- _Task to complete_: Search each line below for the word "names" and list those that contain it.

Start of Exercise input

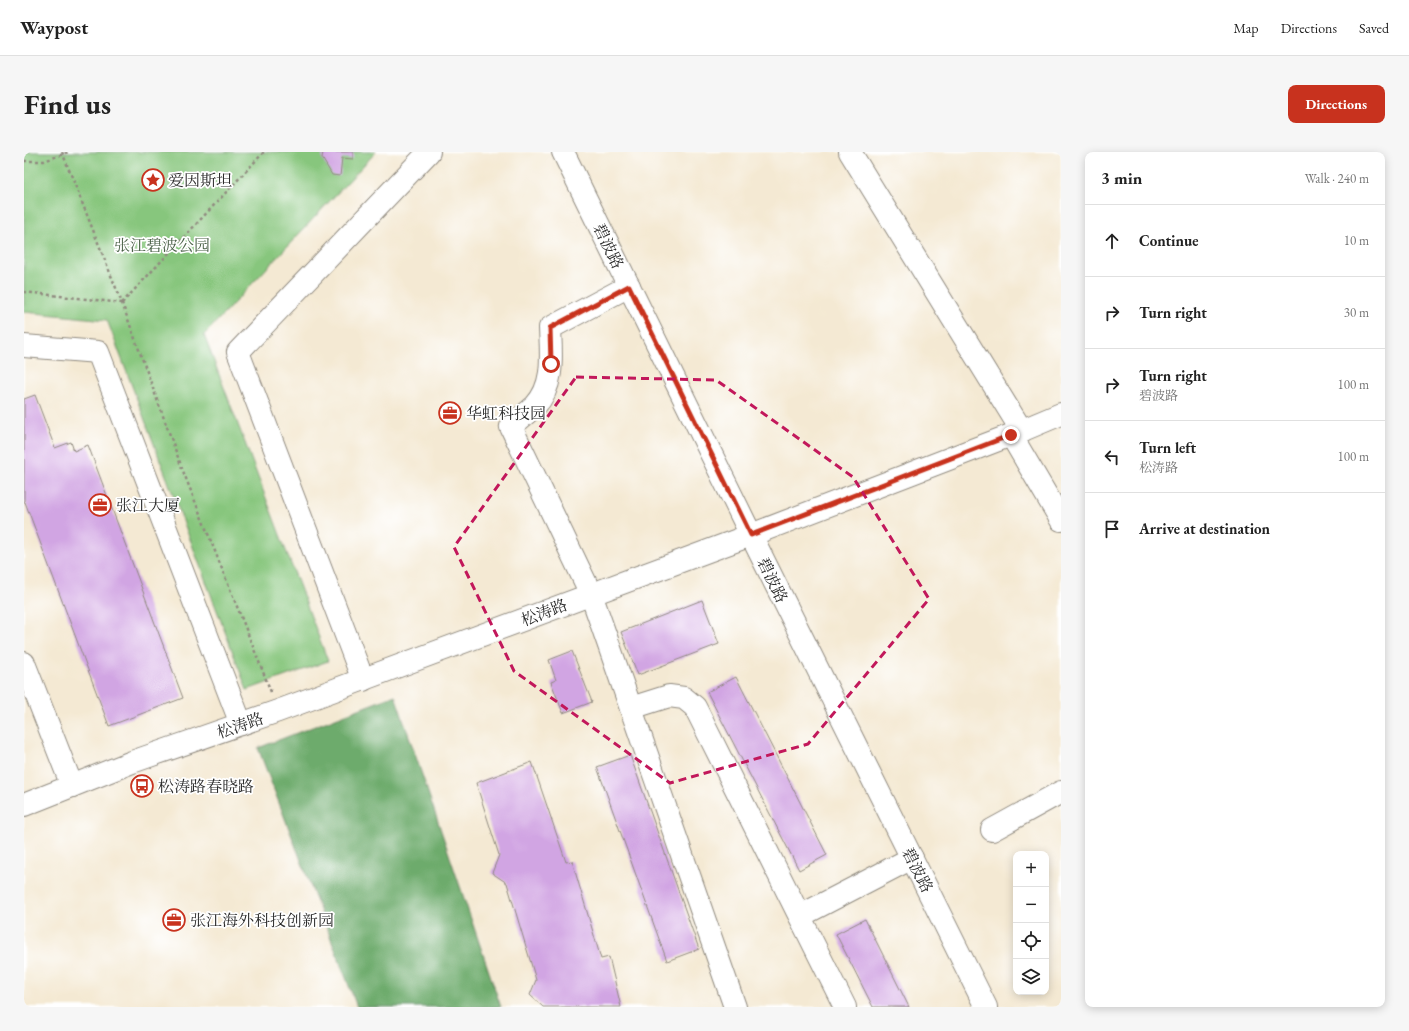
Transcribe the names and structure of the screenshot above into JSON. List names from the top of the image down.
{
  "streets": {
    "street": ["碧波路", "松涛路"]
  },
  "crossings": [
    ["碧波路", "松涛路"]
  ],
  "parks": ["张江碧波公园"],
  "places": {
    "place": ["爱因斯坦"],
    "office": ["华虹科技园", "张江大厦", "张江海外科技创新园"],
    "bus stop": ["松涛路春晓路"]
  },
  "page": {
    "header": "Waypost",
    "nav": ["Map", "Directions", "Saved"],
    "buttons": "Directions",
    "title": "Find us",
    "heading": ["3 min", "Walk · 240 m"],
    "list": [
      ["Continue", "10 m"],
      ["Turn right", "30 m"],
      ["Turn right", "碧波路", "100 m"],
      ["Turn left", "松涛路", "100 m"],
      "Arrive at destination"
    ],
    "map_buttons": ["+", "−"]
  }
}
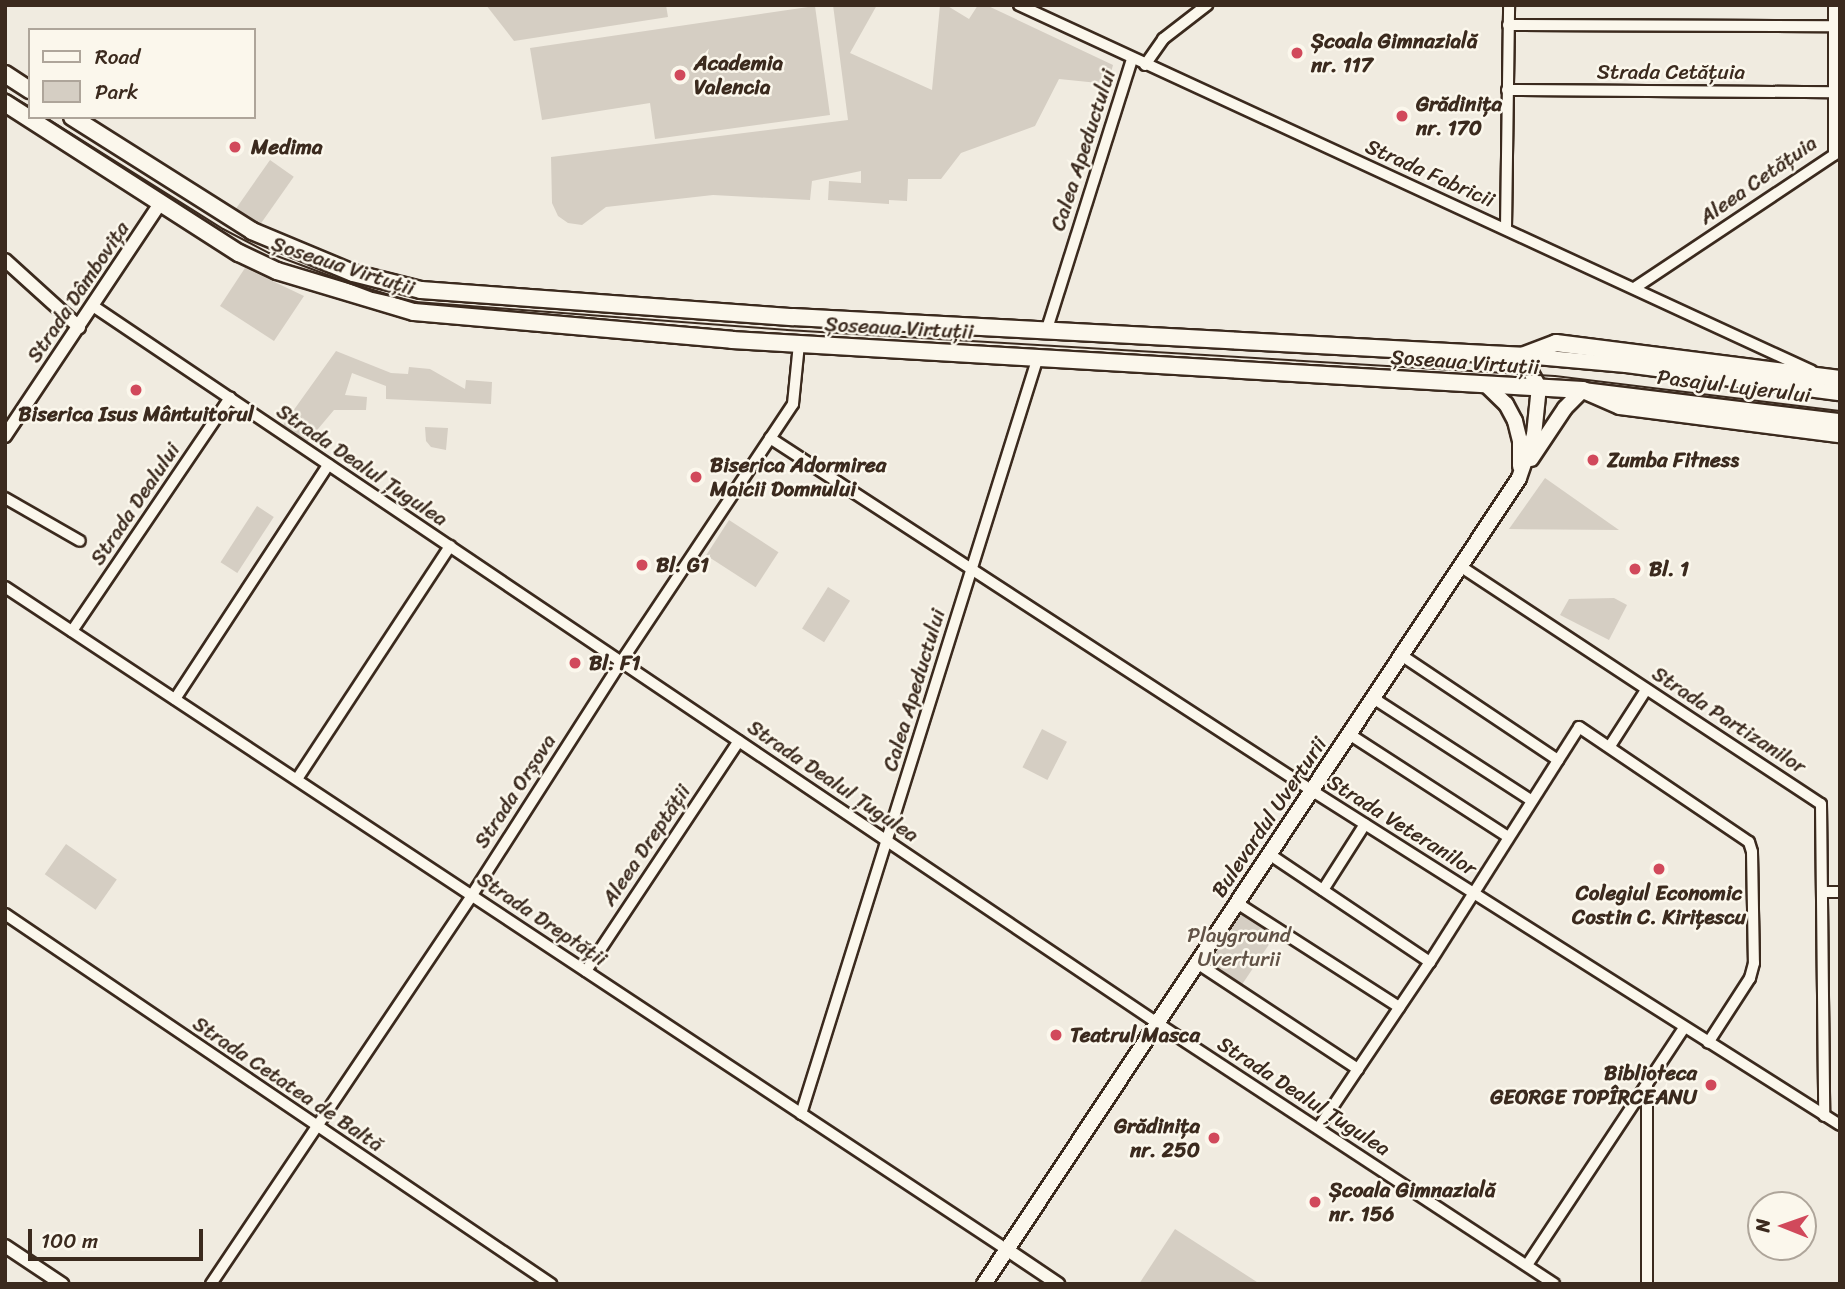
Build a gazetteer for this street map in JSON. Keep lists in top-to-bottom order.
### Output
{
  "streets": {
    "main road": ["Șoseaua Virtuții", "Pasajul Lujerului", "Bulevardul Uverturii"],
    "street": [
      "Strada Cetățuia",
      "Calea Apeductului",
      "Strada Fabricii",
      "Aleea Cetățuia",
      "Strada Dâmbovița",
      "Strada Dealul Țugulea",
      "Strada Dealului",
      "Strada Partizanilor",
      "Strada Orșova",
      "Strada Veteranilor",
      "Aleea Dreptății",
      "Strada Dreptății",
      "Strada Cetatea de Baltă"
    ]
  },
  "crossings": [
    ["Strada Cetățuia", "Aleea Cetățuia"],
    ["Calea Apeductului", "Strada Fabricii"],
    ["Calea Apeductului", "Șoseaua Virtuții"],
    ["Calea Apeductului", "Strada Dealul Țugulea"],
    ["Calea Apeductului", "Strada Veteranilor"],
    ["Calea Apeductului", "Strada Dreptății"],
    ["Strada Fabricii", "Aleea Cetățuia"],
    ["Strada Fabricii", "Șoseaua Virtuții"],
    ["Șoseaua Virtuții", "Strada Dâmbovița"],
    ["Șoseaua Virtuții", "Pasajul Lujerului"],
    ["Șoseaua Virtuții", "Strada Orșova"],
    ["Șoseaua Virtuții", "Bulevardul Uverturii"],
    ["Strada Dâmbovița", "Strada Dealul Țugulea"],
    ["Strada Dealul Țugulea", "Strada Dealului"],
    ["Strada Dealul Țugulea", "Strada Orșova"],
    ["Strada Dealul Țugulea", "Bulevardul Uverturii"],
    ["Strada Dealul Țugulea", "Aleea Dreptății"],
    ["Strada Dealului", "Strada Dreptății"],
    ["Strada Partizanilor", "Bulevardul Uverturii"],
    ["Strada Partizanilor", "Strada Veteranilor"],
    ["Strada Orșova", "Strada Veteranilor"],
    ["Strada Orșova", "Strada Dreptății"],
    ["Strada Orșova", "Strada Cetatea de Baltă"],
    ["Bulevardul Uverturii", "Strada Veteranilor"],
    ["Bulevardul Uverturii", "Strada Dreptății"],
    ["Aleea Dreptății", "Strada Dreptății"]
  ],
  "parks": ["Playground Uverturii"],
  "places": [
    "Școala Gimnazială nr. 117",
    "Academia Valencia",
    "Grădinița nr. 170",
    "Medima",
    "Biserica Isus Mântuitorul",
    "Zumba Fitness",
    "Biserica Adormirea Maicii Domnului",
    "Bl. G1",
    "Bl. 1",
    "Bl. F1",
    "Colegiul Economic Costin C. Kirițescu",
    "Teatrul Masca",
    "Biblioteca GEORGE TOPÎRCEANU",
    "Grădinița nr. 250",
    "Școala Gimnazială nr. 156"
  ],
  "legend": ["Road", "Park"],
  "scale_bar": "100 m",
  "north": "left"
}
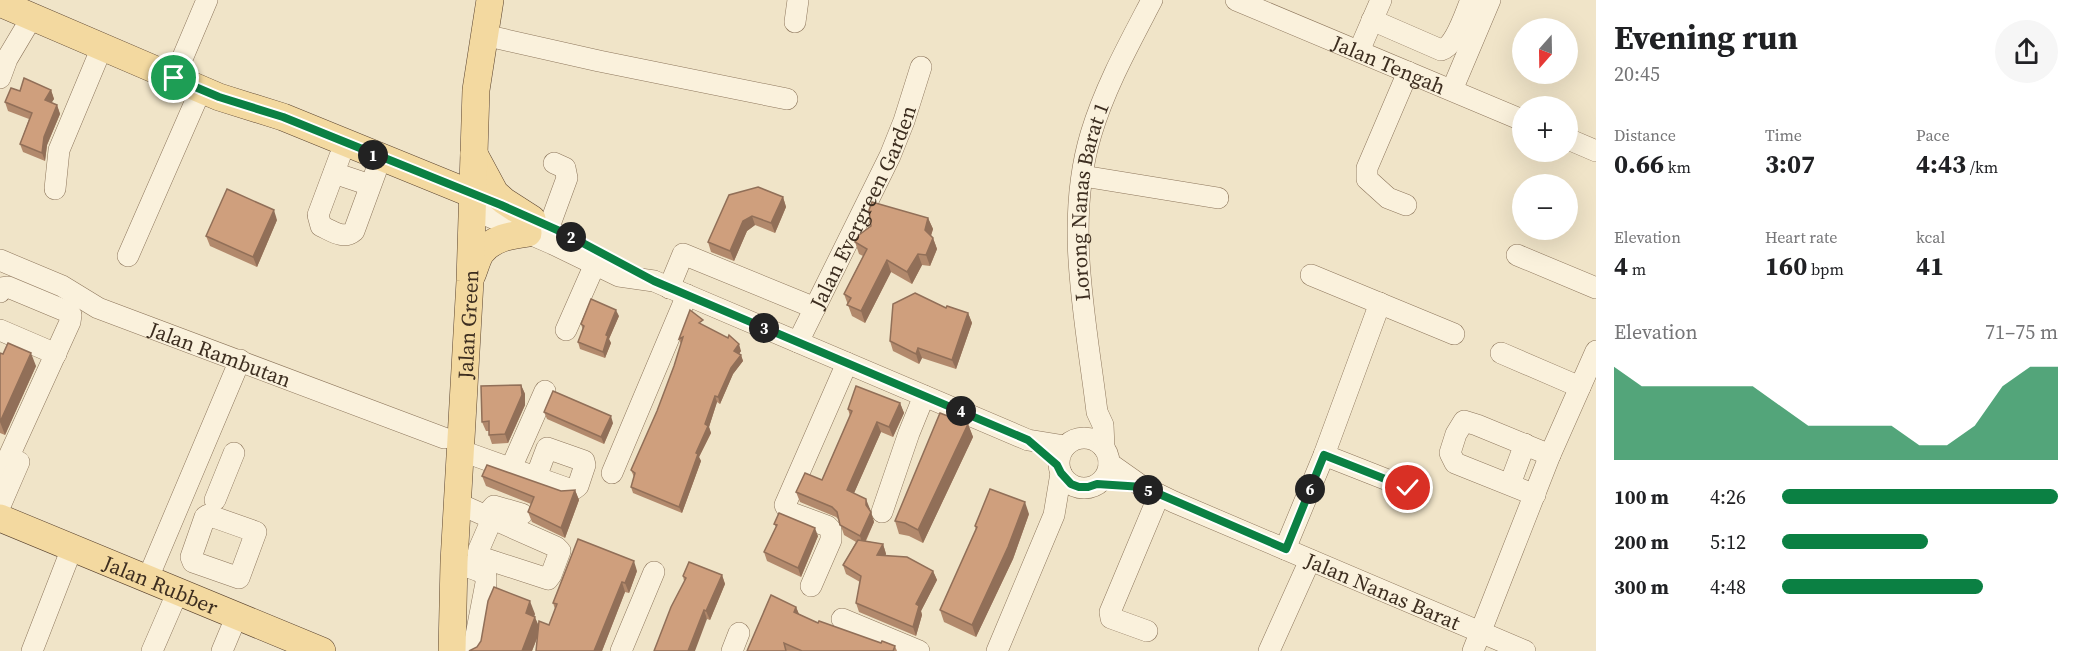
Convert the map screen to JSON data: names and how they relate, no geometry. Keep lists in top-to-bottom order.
{
  "streets": {
    "main road": ["Jalan Green", "Jalan Rubber"],
    "street": [
      "Jalan Tengah",
      "Lorong Nanas Barat 1",
      "Jalan Evergreen Garden",
      "Jalan Rambutan",
      "Jalan Nanas Barat"
    ]
  },
  "crossings": [
    ["Lorong Nanas Barat 1", "Jalan Nanas Barat"],
    ["Jalan Green", "Jalan Rambutan"]
  ],
  "north": "bottom",
  "page": {
    "heading": ["Evening run", "20:45"],
    "map_buttons": ["+", "−"],
    "stats": [
      ["Distance", "0.66 km"],
      ["Time", "3:07"],
      ["Pace", "4:43 /km"],
      ["Elevation", "4 m"],
      ["Heart rate", "160 bpm"],
      ["kcal", "41"]
    ],
    "pins": [
      "1",
      "2",
      "3",
      "4",
      "6",
      "5"
    ],
    "chart": ["Elevation", "71–75 m"],
    "list": [
      {
        "name": "100 m",
        "note": "4:26"
      },
      {
        "name": "200 m",
        "note": "5:12"
      },
      {
        "name": "300 m",
        "note": "4:48"
      }
    ]
  }
}
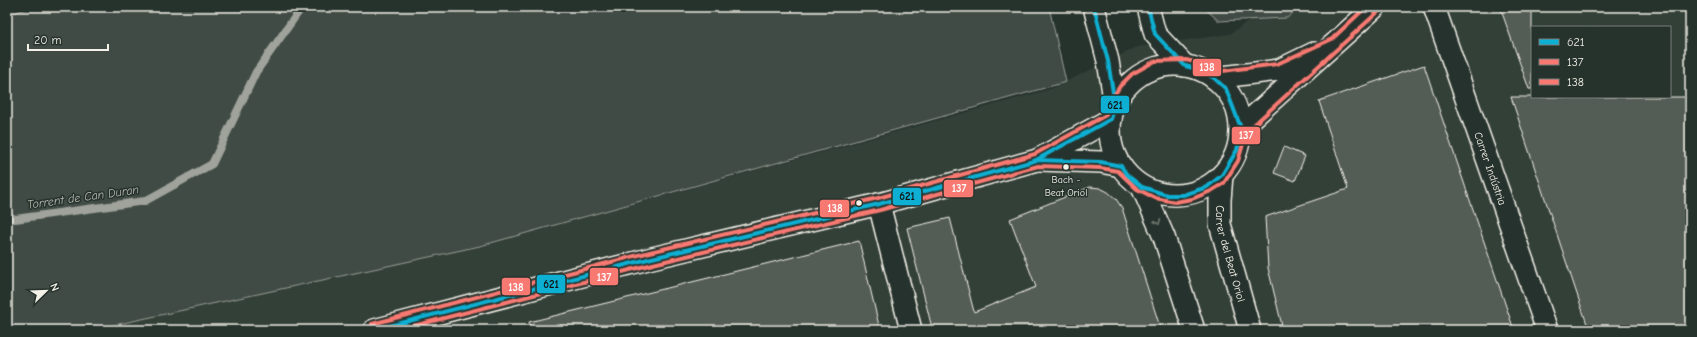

End of Exercise input

- _Result for this task_:
Transcribe the names and structure of the screenshot above into JSON. List names from the top of the image down.
Convert the map screen to JSON data: names and how they relate, no geometry. Keep lists in top-to-bottom order.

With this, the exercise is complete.